Simon and I can be very impulsive people. We opened our business on a whim off the high of two people just falling in love and we somehow made it work. It’s bizarre that 10 years ago, I didn’t really like working and I didn’t like doing extracurricular activities, or even getting out of bed if I didn’t have to. I’ve been told that people change because of something big and drastic and I’m not sure something that crazy happened to me. I just started filling up my time with things to do and it became its own addiction. I get uncomfortable if I’m not doing anything for a long time. In college, I watched 10+ seasons of Law & Order SVU while doing homework. I felt so antsy about just watching TV like a normal person that I had to do something else on the side. As an employee, it made me either a really great one or a really bad one. If there was work to do, I got it done. If there wasn’t, I found something to do and it wasn’t always work related. Perhaps because of that discomfort, it makes it easier for me to run a business that has so many parts. There is actually always something to do and for the most part, it doesn’t have to be done in a linear order. It felt very natural to add more and more work on over time and so every day is a busy day.

When people ask me if it’s worth it, if they should do the same, I don’t have an answer. It makes sense for me. I was driving myself crazy in a desk job and I was either overworked in kitchens or too curious about things that weren’t my business. Simon loved his desk job, but when the economy tanked in 2009, that wasn’t an option for him anymore. Even my old boss told me that I really need a lot of latitude in order to work efficiently and he knew that business ownership was in my future. I think this is something Simon wanted to do, but since he was following his heart and not logic, he didn’t quite expect the amount of work involved to keep things going. He doesn’t complain though and he takes it all in stride. He jokes to his friends that he’s never worked this hard and this long for so little money.

We’re watching our friends outside of the food industry settle down and have children and in our minds, that’s not even an option in the near future for us. We think about everything in either the long term or the immediate short term, nothing in between. It covers signing 10 year leases and figuring out the long term prospects for our business and how to fix the fridge that broke 1 hour ago.

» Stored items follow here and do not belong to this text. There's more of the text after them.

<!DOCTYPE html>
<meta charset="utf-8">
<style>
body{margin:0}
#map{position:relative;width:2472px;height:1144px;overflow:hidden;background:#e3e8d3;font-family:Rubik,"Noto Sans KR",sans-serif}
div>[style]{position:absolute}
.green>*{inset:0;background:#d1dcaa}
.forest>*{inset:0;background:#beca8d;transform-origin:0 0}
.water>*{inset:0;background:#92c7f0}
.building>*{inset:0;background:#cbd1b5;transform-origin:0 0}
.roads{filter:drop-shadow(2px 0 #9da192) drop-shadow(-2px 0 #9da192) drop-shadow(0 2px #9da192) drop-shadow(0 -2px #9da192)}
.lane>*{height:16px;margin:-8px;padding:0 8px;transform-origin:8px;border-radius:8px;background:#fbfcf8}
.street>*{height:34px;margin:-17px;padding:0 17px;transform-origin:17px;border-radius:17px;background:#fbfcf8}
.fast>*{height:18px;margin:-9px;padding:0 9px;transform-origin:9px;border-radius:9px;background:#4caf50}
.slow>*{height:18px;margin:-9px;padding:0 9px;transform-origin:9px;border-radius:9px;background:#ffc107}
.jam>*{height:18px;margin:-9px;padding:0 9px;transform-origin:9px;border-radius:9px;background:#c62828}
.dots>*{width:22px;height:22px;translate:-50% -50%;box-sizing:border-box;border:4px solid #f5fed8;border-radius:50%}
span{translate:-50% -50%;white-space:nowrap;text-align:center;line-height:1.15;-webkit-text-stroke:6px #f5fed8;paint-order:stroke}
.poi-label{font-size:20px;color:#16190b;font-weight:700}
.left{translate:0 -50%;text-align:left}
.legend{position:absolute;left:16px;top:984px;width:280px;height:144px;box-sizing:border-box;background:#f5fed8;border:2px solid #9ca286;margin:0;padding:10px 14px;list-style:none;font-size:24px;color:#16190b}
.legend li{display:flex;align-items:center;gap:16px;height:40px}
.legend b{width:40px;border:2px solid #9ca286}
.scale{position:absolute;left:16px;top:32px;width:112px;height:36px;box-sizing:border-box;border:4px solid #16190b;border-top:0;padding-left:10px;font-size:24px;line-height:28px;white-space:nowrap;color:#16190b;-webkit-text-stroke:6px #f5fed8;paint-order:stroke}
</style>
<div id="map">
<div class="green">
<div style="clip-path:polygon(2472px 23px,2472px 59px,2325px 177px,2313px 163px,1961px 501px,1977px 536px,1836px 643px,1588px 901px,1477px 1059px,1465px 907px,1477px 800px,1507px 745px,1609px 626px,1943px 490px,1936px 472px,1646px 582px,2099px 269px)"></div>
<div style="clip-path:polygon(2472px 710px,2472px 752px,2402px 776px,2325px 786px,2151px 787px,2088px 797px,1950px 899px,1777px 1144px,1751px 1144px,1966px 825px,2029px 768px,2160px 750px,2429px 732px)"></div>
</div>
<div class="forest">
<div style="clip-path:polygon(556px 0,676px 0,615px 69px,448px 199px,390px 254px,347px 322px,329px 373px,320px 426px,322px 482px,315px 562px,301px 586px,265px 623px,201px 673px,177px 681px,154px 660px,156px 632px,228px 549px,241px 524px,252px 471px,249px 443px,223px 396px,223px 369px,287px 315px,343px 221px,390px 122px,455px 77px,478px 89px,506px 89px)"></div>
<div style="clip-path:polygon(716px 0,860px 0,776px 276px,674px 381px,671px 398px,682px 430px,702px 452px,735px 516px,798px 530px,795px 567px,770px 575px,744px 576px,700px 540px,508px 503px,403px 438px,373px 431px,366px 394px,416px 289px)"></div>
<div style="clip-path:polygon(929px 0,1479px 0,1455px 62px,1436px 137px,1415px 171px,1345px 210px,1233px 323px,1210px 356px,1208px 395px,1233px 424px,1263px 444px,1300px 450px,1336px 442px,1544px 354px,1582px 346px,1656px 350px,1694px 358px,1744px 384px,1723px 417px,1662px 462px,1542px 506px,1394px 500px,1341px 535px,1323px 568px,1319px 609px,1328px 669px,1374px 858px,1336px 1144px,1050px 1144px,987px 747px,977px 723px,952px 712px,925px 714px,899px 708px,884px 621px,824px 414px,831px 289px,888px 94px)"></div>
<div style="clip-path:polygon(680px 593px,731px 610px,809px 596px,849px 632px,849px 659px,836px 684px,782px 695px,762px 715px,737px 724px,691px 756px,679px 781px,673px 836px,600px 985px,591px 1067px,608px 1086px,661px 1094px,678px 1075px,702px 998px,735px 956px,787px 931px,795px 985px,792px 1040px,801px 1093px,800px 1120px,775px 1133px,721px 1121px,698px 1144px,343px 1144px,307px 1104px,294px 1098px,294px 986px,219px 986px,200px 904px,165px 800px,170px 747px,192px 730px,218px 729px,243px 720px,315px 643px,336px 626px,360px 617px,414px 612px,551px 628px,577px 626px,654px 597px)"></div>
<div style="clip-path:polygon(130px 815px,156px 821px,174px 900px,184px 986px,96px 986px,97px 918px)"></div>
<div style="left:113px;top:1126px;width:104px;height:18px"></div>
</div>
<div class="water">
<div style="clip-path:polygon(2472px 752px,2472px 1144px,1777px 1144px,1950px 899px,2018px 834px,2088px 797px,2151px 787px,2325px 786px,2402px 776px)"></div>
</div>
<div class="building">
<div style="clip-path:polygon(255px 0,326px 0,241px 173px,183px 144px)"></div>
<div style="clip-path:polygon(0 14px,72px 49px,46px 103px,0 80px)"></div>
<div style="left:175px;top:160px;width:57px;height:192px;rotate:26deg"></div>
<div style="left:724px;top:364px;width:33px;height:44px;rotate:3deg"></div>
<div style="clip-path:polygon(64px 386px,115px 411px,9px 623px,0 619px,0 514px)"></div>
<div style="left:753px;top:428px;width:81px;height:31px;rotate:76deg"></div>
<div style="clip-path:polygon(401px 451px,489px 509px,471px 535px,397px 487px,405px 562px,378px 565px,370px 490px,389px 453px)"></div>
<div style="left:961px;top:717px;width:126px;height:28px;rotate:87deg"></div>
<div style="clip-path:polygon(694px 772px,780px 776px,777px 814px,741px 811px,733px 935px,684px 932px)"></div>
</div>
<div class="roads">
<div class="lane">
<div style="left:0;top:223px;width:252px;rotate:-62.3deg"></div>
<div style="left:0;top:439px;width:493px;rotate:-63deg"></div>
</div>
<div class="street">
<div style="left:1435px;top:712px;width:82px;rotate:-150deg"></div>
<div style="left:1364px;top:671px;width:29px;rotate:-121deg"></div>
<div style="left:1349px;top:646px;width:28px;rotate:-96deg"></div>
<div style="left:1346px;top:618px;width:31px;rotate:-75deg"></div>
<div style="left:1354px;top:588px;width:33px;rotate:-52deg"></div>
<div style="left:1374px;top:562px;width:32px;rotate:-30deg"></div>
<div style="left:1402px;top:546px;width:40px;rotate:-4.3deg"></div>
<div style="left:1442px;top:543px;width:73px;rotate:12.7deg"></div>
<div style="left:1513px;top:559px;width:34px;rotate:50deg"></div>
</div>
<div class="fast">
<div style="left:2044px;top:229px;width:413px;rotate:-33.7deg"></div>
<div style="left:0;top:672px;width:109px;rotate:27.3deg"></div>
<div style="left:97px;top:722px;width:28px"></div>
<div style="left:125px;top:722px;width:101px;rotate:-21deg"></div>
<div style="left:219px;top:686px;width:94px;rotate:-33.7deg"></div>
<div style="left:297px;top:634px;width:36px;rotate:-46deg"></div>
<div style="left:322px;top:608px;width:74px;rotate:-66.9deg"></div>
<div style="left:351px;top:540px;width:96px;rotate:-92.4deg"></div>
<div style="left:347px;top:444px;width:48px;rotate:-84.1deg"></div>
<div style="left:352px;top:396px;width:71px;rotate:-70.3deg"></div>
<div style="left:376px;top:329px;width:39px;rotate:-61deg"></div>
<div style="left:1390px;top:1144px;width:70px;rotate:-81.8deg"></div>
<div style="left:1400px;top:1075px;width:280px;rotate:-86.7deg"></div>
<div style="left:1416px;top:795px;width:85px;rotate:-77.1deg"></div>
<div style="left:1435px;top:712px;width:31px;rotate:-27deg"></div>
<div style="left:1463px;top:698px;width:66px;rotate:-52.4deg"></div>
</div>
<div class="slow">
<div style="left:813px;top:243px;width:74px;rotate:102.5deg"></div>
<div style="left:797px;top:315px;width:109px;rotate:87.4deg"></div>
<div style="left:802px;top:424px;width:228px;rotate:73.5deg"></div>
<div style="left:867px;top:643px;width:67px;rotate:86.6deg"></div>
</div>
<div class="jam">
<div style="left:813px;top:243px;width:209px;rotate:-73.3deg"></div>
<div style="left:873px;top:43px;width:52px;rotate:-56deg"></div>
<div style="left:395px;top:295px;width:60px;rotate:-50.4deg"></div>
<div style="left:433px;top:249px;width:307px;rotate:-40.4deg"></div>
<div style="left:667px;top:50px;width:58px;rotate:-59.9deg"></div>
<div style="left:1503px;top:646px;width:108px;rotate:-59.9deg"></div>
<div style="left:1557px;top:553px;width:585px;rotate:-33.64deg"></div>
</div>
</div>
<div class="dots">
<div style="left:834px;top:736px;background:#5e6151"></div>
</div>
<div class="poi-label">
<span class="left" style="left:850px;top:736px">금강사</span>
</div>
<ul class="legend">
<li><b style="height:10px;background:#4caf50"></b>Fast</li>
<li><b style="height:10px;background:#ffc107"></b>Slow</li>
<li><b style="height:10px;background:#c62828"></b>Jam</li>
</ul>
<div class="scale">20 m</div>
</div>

My parents have been working together for nearly 35 years. They managed to squeeze in four kids, take us to all of our piano lessons and make sure we did our homework. I remember riding with them in the car in the middle of the night when the security system for their store went off. I remember listening to them talk about how they found out the copper wires were stripped out of their AC unit and how cold the winter was the year they decided to do a massive renovation. It’s all part of business. We make our own job and we’re the ones responsible for our own job security. For two people who are restless, Macaron Parlour always keeps us on our feet and I don’t think we would trade this in for anything else in the world.